The plaintiff alleged that the defendant failed to pay the participation fee of $2,338,806.
The plaintiff placed a lien on the defendant’s property and filed a complaint alleging breach of contract, breach of the covenant of good faith and fair dealing, unjust enrichment, fraud, negligent misrepresentation and unfair and deceptive trade practices.
The plaintiff obtained an order of attachment against the property, filed a notice of lis pendens, and issues summonses of garnishee and notices of levy upon tenants in the property.
Wells Fargo sought to dissolve the order of attachment, alleging that it had first and second priority lien rights to rent payments from tenants under mortgages on the property totaling $12 million.
The defendant filed a Rule 12(b)(6) motion to dismiss, alleging that the plaintiff was not a general contractor, and that unlicensed general contractors are barred from recovering monies from a property owner on any claim.
The trial court partially granted the defendant’s motion to dismiss, struck the claim of lien and dissolved the order of attachment. The court ordered the plaintiff to provide an accounting of amounts received pursuant to the order of attachment and forward it to Wells Fargo.
The plaintiff appealed.
Dismissal Based on Contractor Status
The plaintiff argued that the trial court erred in partially granting the defendant’s motion to dismiss based on the trial court’s finding that the plaintiff was an unlicensed general contractor.
One who undertakes a project as a general contractor in North Carolina is required to comply with the licensing requirements set forth in G.S. § 87-10.
Our Supreme Court held in Bryan Builders Supply v. Midyette, 274 N.C. 264 (1968) that a contractor may not recover on a contract or in quantum meruit when he has ignored the licensing statute.
In order to determine whether the plaintiff was the general contractor, we determine the degree of control plaintiff exercised over the entire project.
The agreement in this case unambiguously vested control over the entire project in the defendant.
By the terms of the agreement, the plaintiff assumed no responsibility for costs, timeliness, or quality of the project.
After considering the contractual provisions in the agreement, we conclude that the plaintiff was not a general contractor but instead served as the defendant’s agent under a pure project management arrangement.

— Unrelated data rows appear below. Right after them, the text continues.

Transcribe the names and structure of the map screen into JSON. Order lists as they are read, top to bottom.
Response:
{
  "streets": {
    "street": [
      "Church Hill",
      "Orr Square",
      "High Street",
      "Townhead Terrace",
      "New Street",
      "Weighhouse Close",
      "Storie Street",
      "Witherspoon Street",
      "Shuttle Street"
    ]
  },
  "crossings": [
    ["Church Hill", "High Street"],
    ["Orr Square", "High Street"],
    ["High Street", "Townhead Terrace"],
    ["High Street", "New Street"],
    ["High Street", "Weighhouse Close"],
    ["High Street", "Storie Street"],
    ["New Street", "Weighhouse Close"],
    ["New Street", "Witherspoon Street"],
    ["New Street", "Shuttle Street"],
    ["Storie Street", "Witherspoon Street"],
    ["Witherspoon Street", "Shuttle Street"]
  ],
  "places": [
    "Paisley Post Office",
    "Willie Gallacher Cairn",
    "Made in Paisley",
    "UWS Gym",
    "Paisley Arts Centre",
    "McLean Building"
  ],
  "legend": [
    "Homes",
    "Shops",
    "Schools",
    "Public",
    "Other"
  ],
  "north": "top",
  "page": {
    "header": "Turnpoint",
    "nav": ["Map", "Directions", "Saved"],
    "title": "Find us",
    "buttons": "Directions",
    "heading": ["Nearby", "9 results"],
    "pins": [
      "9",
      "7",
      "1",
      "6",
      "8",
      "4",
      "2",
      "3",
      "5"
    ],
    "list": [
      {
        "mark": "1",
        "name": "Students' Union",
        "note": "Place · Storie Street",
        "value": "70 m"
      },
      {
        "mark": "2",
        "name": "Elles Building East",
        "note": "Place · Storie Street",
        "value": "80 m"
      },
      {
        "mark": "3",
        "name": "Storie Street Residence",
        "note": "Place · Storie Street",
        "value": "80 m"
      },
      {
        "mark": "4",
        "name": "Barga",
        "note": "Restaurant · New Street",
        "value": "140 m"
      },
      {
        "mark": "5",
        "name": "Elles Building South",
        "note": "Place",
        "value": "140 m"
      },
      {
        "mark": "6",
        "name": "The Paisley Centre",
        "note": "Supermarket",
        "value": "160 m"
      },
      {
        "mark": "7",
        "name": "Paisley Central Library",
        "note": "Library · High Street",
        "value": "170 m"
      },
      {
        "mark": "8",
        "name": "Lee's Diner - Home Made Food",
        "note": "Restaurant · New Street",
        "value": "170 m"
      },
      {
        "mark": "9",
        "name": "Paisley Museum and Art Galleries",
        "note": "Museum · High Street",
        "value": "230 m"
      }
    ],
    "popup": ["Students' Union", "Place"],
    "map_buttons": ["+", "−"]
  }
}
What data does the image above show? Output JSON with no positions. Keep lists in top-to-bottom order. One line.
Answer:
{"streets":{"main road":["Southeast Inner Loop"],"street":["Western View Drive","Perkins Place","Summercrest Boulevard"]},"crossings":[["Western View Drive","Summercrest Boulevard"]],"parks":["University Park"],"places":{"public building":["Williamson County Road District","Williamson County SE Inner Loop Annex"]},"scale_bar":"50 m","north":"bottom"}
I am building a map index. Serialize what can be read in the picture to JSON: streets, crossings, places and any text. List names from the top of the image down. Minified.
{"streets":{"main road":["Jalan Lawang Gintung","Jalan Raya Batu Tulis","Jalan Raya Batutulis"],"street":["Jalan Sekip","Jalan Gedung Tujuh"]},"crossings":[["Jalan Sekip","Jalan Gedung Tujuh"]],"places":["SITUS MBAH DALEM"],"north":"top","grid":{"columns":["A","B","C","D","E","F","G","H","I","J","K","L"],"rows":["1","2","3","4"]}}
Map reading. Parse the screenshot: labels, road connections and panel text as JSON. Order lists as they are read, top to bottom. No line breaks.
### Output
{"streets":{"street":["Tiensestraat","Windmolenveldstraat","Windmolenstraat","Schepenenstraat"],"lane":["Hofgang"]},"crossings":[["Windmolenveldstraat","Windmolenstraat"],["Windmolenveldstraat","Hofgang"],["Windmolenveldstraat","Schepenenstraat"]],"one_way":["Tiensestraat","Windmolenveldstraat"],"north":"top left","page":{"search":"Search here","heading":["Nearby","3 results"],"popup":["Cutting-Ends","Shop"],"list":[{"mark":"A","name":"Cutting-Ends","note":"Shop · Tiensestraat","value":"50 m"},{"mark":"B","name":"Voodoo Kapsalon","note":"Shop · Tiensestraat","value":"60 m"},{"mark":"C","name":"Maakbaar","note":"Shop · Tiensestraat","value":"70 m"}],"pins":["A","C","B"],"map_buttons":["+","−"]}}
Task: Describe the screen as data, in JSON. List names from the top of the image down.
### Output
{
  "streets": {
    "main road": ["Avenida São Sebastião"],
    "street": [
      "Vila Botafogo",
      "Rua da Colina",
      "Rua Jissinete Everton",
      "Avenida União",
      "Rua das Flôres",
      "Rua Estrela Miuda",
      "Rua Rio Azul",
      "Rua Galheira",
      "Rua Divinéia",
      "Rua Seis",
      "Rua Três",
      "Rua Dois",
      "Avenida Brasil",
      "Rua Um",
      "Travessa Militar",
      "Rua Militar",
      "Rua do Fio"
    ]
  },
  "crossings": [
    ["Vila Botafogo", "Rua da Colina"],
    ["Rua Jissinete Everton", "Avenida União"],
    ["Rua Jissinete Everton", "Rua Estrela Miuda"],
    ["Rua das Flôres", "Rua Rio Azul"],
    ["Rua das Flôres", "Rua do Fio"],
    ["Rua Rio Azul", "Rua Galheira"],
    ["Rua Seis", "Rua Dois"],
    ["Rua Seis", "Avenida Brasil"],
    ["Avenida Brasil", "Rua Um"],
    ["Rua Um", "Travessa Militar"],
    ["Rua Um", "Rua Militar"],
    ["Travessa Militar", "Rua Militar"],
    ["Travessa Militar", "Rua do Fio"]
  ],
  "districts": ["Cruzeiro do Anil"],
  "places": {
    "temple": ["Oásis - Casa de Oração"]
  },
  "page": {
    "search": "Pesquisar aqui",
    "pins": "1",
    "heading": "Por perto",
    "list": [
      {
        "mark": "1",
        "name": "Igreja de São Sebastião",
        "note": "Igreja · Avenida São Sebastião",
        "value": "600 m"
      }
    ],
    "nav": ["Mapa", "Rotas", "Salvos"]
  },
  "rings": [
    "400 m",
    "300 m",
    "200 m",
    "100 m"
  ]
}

Taking the allegations of the complaint in the light most favorable to the plaintiff, it appears that the defendant engaged the plaintiff not to perform the work of a general contractor in the construction of the project, but to act as the defendant’s agent in the day-to-day management of the project; that the plaintiff satisfactorily completed its duties under the agreement; and that the defendant has failed to pay the plaintiff the participation fee as required by the agreement.
The defendant’s failure to pay the participation fee was a direct result of the defendant’s having inadequate financial resources to meet its obligations under the agreement, a condition which the plaintiff certainly did not bring upon itself.
The licensing statutes should not be used as a shield to avoid a just obligation owed to an innocent party.
Under the circumstances of this case, it was inappropriate for the trial court to dismiss the plaintiff’s claims on the defendant’s Rule 12(b)(6) motion. We reverse the trial court’s order on this issue.
Claim of Lien
The plaintiff argues that the trial court erred in striking its claim of lien against the property.
A lien under G.S. § 44A-8 attaches only for debts owing for labor done or professional design or surveying services or material furnished. Nothing is said about lost profits.
Since the participation fee was based on a share of profits, the trial court did not err in striking the plaintiff’s claim of lien against the property.
Order of Attachment
The plaintiff argued that the trial court erred in dissolving the order of attachment.
In accordance with G.S. § 1-440.3, the plaintiff’s affidavit stated as grounds for attachment that the defendant is “(1) a nonresident; (2) a foreign corporation; and (3) a person or domestic corporation which, with intent to defraud his/her or its creditors… has removed or is about to remove, property from this state… [and] has assigned, disposed of, secreted, or is about to assign, dispose of, or secrete [sic], property.”
While it was proper for the trial court to strike the plaintiff’s claim of lien, the plaintiff’s order of attachment was procured under G.S. § 1-440.3, not under Chapter 44A.
It is undisputed that the defendant is a foreign corporation, and the plaintiff’s action based on the defendant’s failure to pay the participation fee is pending.
Accordingly, the trial court erred in dissolving the order of attachment, and the trial court’s order on this issue is reversed.
Wells Fargo asserted that the attachment would have been dissolved anyway because the rent proceeds were never property of the plaintiff for the purpose of attachment or levy. They were Wells Fargo’s, pursuant to G.S. §§ 1-440.43 and 1-440.36.
The trial court made no findings of fact pursuant to G.S. § 1-440.36(c) in its order.
Accordingly, we remand this matter to the trial court for consideration of Wells Fargo’s application.
Reversed in part; Affirmed in part; Remanded in part.